2. **Size Calculation**:
   - Integrate with GIS systems or use image metadata (e.g., EXIF, GeoTIFF tags) to obtain accurate geospatial coordinates and determine image scale (pixel_scale) automatically.
   - Account for terrain variations using Digital Elevation Models (DEMs) for more accurate area calculations.

3. **Recommendation System**:
   - Incorporate climate data (temperature, rainfall), soil type data, and market prices for more targeted recommendations.
   - Develop region-specific recommendation models.
   - Create a more interactive interface allowing users to input additional farm context.

4. **Deployment & User Interface**:
   - Export the trained YOLOv8 model to formats like ONNX or TensorRT for optimized inference.
   - Develop a web or mobile application for easier access, allowing users to upload imagery or select areas on a map.
   - Provide visualization tools for farmers to explore segmentation results and recommendations.

5. **Validation**:
   - Conduct field validation comparing calculated areas with actual farm measurements.
   - Collect feedback from agricultural experts and farmers on the accuracy and usefulness of the segmentations and recommendations.

## 8. Model Export (YOLOv8)

YOLOv8 provides a simple method to export the trained model to various formats like ONNX, TensorRT, CoreML, etc., for deployment.

In [None]:
# Export the trained YOLOv8 model

if model and best_model_path:
    print(f"Exporting model from: {best_model_path}")
    try:
        # Export to ONNX format (recommended for cross-platform compatibility)
        onnx_path = model.export(format='onnx', imgsz=640) # Use the same imgsz as training/validation
        print(f"Model exported to ONNX format at: {onnx_path}")
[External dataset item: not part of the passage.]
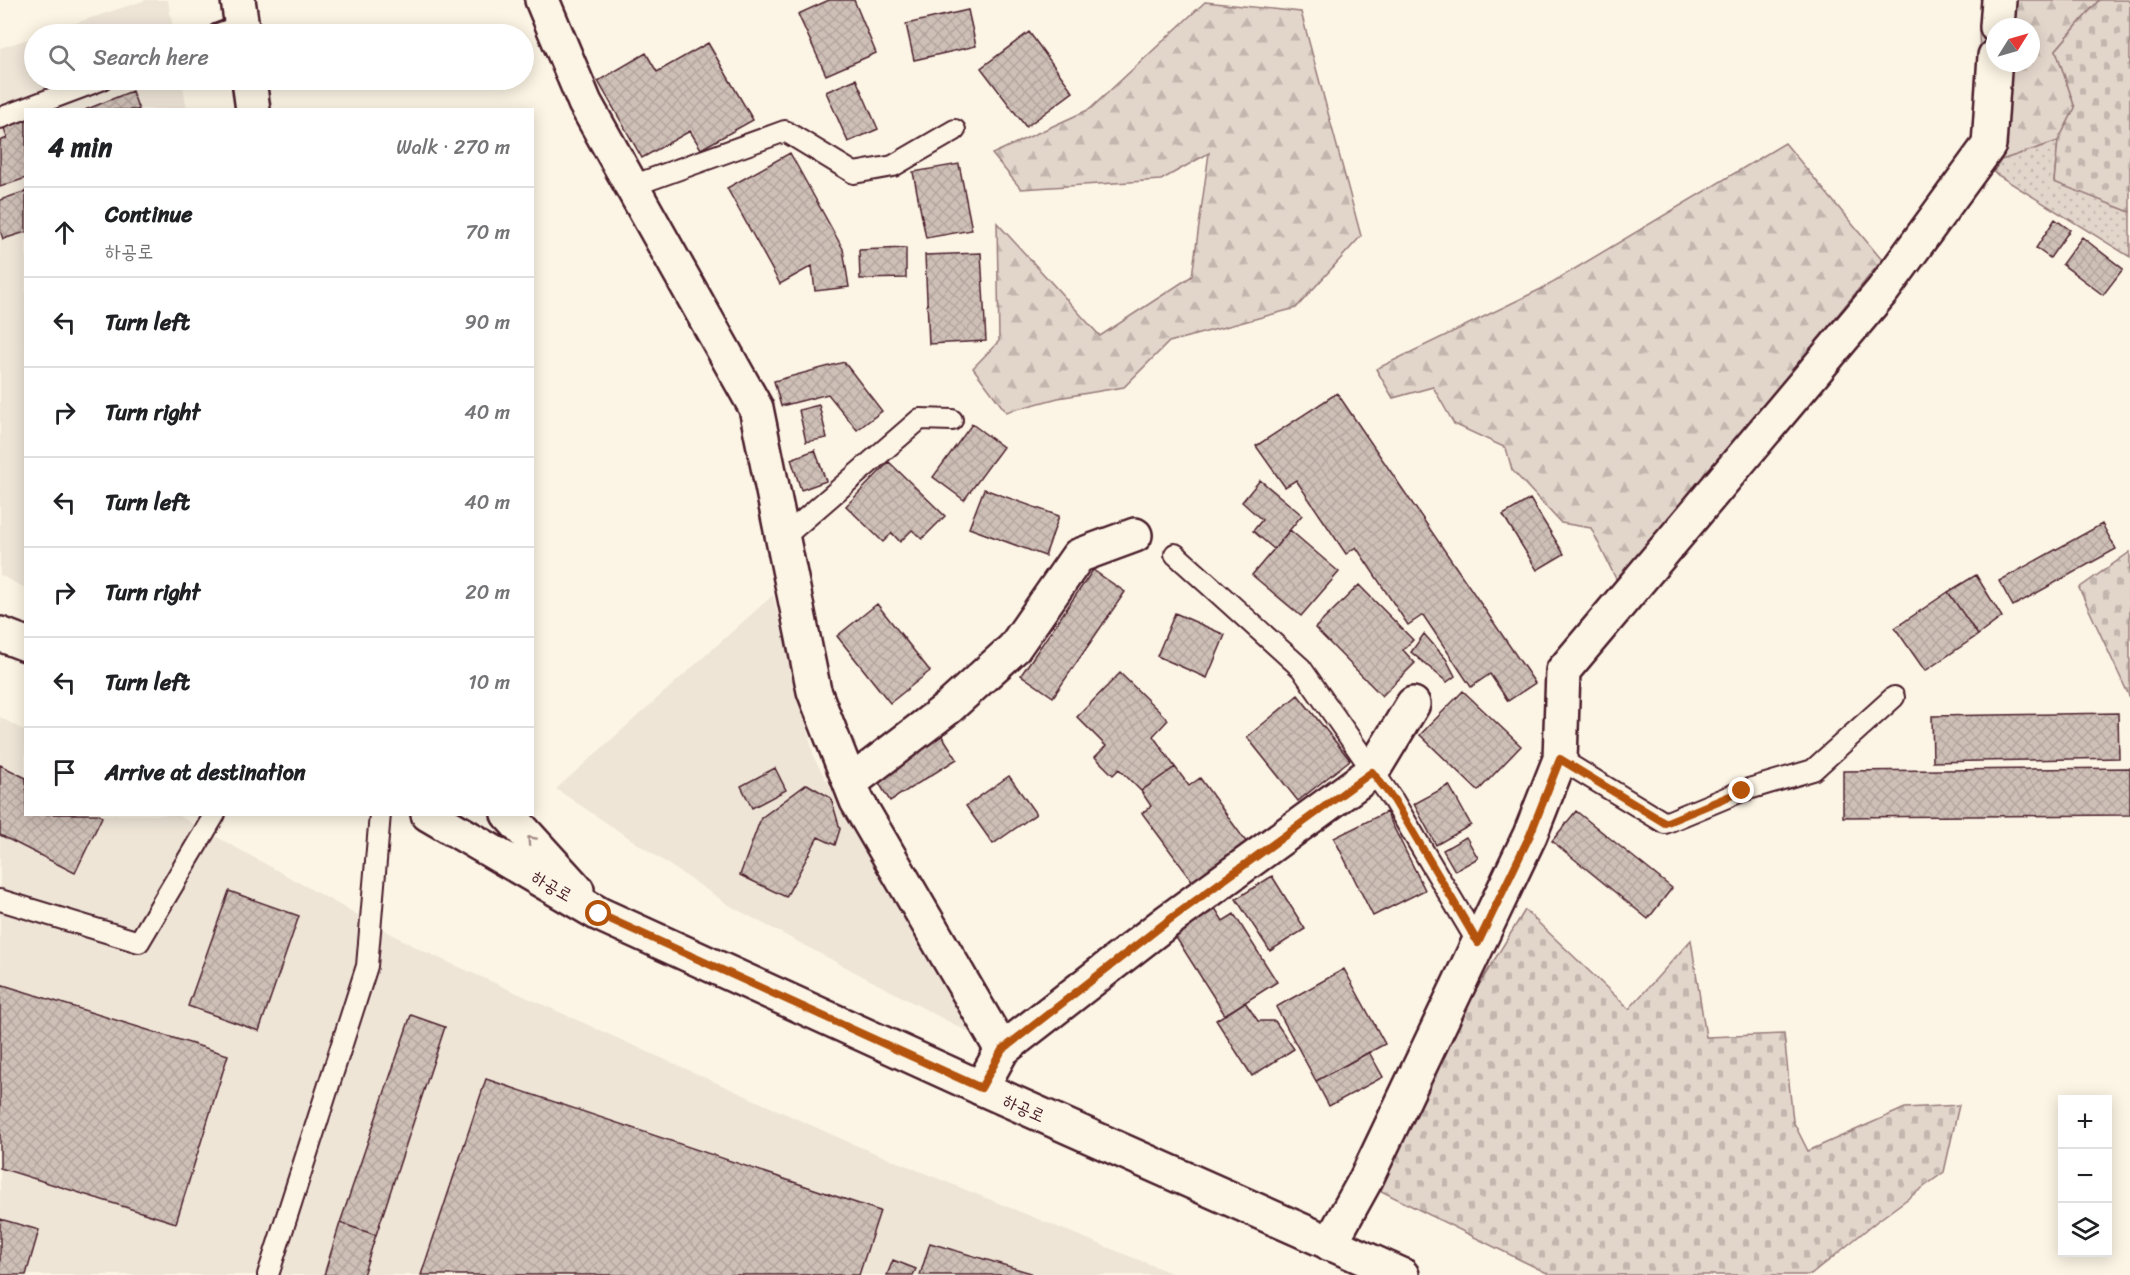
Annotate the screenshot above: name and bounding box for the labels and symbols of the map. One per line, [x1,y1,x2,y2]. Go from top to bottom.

        # Optional: Export to other formats if needed
        # torchscript_path = model.export(format='torchscript')
        # print(f"Model exported to TorchScript format at: {torchscript_path}")

        # For TensorRT export (requires TensorRT installation and GPU)
        # if torch.cuda.is_available():
        #     try:
        #         tensorrt_path = model.export(format='engine', device=0) # Specify GPU device
        #         print(f"Model exported to TensorRT engine at: {tensorrt_path}")
        #     except Exception as trt_e:
        #         print(f"Could not export to TensorRT: {trt_e}")
        # else:
        #     print("Skipping TensorRT export: No GPU available or TensorRT not installed.")

    except Exception as export_e:
        print(f"An error occurred during model export: {export_e}")
else:
    print("Skipping model export: No trained model available.")

In [None]:
# This cell previously contained the U-Net transfer learning training loop.
# It is removed as we are using YOLOv8.
print("U-Net transfer learning section removed.")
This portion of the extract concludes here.